▸ **EXCERPTED RECORDS**:
══════════

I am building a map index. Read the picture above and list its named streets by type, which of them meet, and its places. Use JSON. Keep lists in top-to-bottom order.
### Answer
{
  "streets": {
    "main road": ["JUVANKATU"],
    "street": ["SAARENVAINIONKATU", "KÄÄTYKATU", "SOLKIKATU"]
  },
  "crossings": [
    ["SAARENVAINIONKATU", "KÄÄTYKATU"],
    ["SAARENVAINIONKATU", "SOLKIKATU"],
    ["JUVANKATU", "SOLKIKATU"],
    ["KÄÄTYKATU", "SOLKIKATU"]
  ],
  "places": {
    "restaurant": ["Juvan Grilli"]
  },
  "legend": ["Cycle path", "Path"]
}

══════════

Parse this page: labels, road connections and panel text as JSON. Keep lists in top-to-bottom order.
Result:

══════════

▸ **PROBLEM**:
Only lines holding the word "bottom" are wanted; copy each one from the listing.

▸ **OUTPUT FOR THIS TASK**:
I am building a map index. Read the picture above and list its named streets by type, which of them meet, and its places. Use JSON. Keep lists in top-to-bottom order.
Parse this page: labels, road connections and panel text as JSON. Keep lists in top-to-bottom order.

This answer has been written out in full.